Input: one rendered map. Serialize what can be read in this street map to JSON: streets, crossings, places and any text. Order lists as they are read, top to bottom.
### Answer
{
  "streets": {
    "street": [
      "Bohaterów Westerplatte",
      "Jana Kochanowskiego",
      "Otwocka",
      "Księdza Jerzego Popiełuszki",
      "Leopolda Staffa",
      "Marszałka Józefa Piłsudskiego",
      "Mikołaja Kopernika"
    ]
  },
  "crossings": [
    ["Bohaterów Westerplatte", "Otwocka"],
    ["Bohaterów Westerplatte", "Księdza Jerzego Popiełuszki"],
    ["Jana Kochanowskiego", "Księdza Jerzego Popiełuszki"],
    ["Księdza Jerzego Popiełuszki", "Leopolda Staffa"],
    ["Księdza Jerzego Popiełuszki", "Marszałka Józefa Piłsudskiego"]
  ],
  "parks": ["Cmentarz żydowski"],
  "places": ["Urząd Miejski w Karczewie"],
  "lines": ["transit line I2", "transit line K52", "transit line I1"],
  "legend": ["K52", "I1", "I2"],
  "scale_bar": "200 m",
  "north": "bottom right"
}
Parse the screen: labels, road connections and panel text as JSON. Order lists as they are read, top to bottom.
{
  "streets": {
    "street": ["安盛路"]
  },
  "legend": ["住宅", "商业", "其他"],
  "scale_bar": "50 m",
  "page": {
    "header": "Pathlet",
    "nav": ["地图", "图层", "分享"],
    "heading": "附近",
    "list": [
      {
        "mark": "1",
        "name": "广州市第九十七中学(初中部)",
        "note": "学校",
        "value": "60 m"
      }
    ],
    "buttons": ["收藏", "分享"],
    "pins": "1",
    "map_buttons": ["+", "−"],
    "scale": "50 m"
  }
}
■ ■ ■ ■ ■
Starting from the line holding "Parse the screen: labels, road", restate the remaining lines of the data word for word, including the last.

§ Result of the exercise
Parse the screen: labels, road connections and panel text as JSON. Order lists as they are read, top to bottom.
{
  "streets": {
    "street": ["安盛路"]
  },
  "legend": ["住宅", "商业", "其他"],
  "scale_bar": "50 m",
  "page": {
    "header": "Pathlet",
    "nav": ["地图", "图层", "分享"],
    "heading": "附近",
    "list": [
      {
        "mark": "1",
        "name": "广州市第九十七中学(初中部)",
        "note": "学校",
        "value": "60 m"
      }
    ],
    "buttons": ["收藏", "分享"],
    "pins": "1",
    "map_buttons": ["+", "−"],
    "scale": "50 m"
  }
}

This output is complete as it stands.